PROBLEM STATEMENT>
Below are some records. Reproduce them exactly from their first line through the line with "0 #757166) drop-shadow(-2px", inclusive.

DATA PROVIDED Start Marker

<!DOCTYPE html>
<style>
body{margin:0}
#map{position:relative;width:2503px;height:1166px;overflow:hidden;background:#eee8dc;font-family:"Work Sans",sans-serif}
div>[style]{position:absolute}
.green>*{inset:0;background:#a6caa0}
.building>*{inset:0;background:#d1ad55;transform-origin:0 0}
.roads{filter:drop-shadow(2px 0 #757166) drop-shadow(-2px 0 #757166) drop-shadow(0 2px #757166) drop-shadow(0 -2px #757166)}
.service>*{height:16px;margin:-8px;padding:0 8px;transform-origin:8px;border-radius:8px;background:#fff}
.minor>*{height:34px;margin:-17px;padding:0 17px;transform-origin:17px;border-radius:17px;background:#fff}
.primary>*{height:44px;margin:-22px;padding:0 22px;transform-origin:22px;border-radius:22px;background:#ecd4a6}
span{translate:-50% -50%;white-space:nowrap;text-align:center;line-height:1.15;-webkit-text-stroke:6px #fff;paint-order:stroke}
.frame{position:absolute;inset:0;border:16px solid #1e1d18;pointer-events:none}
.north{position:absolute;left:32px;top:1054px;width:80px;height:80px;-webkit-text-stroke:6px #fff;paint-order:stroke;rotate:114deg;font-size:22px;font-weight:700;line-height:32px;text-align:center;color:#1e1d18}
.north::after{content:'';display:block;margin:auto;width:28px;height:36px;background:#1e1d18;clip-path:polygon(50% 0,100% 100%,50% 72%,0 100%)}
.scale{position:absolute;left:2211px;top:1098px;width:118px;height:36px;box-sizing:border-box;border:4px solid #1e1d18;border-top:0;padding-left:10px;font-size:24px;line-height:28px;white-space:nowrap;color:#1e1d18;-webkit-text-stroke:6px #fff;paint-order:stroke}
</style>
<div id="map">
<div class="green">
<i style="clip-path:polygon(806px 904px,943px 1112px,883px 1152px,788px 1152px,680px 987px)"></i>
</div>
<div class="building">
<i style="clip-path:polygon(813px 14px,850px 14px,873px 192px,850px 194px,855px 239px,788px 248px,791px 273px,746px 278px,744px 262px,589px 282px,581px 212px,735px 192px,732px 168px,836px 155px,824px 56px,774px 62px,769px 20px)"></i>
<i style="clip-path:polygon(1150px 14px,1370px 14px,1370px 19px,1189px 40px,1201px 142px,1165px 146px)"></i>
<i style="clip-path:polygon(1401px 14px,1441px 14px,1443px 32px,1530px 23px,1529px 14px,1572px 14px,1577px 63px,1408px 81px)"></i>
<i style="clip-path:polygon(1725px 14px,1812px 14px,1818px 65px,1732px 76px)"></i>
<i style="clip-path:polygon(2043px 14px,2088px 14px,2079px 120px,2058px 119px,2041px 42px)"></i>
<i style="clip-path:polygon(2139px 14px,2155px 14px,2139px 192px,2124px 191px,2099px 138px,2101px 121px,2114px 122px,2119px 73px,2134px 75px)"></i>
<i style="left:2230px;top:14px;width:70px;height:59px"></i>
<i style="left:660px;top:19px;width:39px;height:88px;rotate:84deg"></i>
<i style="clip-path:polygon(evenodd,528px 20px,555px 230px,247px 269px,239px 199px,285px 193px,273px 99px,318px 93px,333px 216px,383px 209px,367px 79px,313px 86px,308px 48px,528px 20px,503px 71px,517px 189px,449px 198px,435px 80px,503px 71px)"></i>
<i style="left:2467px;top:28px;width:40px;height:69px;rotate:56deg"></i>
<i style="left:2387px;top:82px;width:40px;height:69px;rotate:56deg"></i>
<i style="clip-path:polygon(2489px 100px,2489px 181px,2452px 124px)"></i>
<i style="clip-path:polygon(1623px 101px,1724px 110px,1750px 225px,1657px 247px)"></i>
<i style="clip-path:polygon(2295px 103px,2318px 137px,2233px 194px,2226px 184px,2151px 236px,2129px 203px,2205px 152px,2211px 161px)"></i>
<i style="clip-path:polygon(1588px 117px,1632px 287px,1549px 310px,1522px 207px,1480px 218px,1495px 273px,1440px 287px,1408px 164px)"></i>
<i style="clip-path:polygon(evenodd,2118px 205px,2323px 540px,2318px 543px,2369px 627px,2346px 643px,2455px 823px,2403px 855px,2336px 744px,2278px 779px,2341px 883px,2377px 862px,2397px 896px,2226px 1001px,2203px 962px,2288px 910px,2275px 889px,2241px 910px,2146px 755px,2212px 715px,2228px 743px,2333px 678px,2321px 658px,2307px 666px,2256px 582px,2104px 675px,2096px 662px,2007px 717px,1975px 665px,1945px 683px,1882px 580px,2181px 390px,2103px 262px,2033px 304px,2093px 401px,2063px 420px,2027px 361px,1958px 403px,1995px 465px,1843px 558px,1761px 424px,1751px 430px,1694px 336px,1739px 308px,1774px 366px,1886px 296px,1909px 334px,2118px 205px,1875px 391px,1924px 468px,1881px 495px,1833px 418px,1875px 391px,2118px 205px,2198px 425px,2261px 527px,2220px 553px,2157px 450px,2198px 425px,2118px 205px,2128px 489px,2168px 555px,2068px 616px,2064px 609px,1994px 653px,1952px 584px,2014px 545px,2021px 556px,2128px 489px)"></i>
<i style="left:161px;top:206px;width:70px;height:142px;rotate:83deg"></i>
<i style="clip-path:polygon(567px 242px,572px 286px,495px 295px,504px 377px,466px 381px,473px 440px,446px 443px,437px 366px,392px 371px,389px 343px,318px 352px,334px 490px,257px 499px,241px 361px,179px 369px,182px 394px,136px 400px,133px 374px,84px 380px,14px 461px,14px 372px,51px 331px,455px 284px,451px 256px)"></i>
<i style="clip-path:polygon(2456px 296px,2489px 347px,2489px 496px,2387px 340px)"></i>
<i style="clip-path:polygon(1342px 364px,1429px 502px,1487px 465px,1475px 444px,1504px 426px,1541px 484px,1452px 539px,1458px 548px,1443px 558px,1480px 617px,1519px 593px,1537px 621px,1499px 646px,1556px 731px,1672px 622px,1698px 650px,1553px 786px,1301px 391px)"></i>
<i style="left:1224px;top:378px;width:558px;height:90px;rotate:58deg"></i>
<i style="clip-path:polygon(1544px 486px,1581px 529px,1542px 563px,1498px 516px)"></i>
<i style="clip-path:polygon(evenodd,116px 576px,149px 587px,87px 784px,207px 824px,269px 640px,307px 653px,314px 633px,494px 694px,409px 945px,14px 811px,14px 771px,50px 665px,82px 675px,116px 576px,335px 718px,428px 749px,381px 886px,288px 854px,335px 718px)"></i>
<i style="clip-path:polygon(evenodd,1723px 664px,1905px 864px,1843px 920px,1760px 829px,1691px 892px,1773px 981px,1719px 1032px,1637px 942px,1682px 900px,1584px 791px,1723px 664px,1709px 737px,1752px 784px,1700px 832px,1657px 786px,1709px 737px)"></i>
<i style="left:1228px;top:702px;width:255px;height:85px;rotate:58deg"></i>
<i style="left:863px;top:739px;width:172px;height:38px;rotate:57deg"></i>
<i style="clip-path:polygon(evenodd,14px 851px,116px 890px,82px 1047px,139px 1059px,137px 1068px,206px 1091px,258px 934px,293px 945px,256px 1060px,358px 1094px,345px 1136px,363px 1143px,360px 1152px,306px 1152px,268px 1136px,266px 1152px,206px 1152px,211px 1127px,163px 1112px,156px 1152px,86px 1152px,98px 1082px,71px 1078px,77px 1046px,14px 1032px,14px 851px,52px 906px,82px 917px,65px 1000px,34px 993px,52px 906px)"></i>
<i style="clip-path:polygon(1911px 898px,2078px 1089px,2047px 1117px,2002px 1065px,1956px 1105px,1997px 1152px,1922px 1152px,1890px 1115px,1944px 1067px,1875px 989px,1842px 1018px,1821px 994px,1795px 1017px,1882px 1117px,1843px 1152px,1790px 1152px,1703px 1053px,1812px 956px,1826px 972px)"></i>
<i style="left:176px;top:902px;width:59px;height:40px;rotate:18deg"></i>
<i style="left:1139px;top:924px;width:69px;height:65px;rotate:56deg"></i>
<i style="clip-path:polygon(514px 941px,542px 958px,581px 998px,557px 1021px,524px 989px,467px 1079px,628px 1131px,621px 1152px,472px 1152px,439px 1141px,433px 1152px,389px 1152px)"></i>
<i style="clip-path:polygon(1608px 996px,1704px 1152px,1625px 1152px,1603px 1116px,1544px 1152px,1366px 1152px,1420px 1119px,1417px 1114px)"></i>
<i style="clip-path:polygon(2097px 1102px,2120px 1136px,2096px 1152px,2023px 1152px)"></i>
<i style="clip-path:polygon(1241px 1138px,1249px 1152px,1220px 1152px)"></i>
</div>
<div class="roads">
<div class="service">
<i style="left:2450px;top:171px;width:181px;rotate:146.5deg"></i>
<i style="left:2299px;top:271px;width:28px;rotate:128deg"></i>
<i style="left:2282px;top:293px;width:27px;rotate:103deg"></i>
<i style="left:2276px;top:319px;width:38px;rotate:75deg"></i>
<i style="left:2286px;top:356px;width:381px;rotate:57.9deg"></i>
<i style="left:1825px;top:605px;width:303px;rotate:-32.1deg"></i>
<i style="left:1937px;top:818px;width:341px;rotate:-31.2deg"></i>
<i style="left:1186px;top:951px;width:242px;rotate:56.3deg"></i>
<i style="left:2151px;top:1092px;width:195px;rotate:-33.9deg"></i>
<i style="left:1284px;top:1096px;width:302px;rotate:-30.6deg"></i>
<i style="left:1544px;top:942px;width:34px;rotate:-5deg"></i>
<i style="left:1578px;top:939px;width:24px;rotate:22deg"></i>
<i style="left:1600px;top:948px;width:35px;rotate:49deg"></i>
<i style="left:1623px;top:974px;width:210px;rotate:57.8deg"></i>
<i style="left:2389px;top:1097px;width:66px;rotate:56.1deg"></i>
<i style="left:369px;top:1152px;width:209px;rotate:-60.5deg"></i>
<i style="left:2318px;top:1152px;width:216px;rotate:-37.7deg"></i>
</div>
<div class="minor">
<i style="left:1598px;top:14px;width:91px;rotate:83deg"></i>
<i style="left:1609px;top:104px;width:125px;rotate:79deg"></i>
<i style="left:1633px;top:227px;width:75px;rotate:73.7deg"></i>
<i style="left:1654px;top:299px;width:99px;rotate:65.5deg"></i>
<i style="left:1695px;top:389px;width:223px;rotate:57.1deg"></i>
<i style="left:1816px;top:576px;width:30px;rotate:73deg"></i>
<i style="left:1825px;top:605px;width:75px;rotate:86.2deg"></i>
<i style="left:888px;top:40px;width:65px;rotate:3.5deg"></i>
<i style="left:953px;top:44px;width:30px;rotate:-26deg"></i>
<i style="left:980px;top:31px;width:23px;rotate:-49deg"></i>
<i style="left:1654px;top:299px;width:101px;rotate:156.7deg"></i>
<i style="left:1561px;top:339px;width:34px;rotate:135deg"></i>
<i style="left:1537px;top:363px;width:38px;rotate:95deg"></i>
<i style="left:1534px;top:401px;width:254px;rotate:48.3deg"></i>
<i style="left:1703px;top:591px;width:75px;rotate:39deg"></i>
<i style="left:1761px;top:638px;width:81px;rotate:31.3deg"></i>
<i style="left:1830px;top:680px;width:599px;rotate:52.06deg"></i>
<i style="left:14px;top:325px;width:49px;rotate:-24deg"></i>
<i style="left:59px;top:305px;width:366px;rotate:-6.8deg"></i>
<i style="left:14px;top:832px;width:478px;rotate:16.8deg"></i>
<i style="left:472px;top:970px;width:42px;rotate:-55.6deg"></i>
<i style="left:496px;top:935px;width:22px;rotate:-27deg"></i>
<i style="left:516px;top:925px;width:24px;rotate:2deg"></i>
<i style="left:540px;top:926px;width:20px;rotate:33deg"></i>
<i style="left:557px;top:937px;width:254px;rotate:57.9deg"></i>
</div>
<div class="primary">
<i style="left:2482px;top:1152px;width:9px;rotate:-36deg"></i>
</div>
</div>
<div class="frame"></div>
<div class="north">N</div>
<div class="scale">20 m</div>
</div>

DATA PROVIDED End Marker

SOLUTION BELOW>
<!DOCTYPE html>
<style>
body{margin:0}
#map{position:relative;width:2503px;height:1166px;overflow:hidden;background:#eee8dc;font-family:"Work Sans",sans-serif}
div>[style]{position:absolute}
.green>*{inset:0;background:#a6caa0}
.building>*{inset:0;background:#d1ad55;transform-origin:0 0}
.roads{filter:drop-shadow(2px 0 #757166) drop-shadow(-2px 0 #757166) drop-shadow(0 2px #757166) drop-shadow(0 -2px #757166)}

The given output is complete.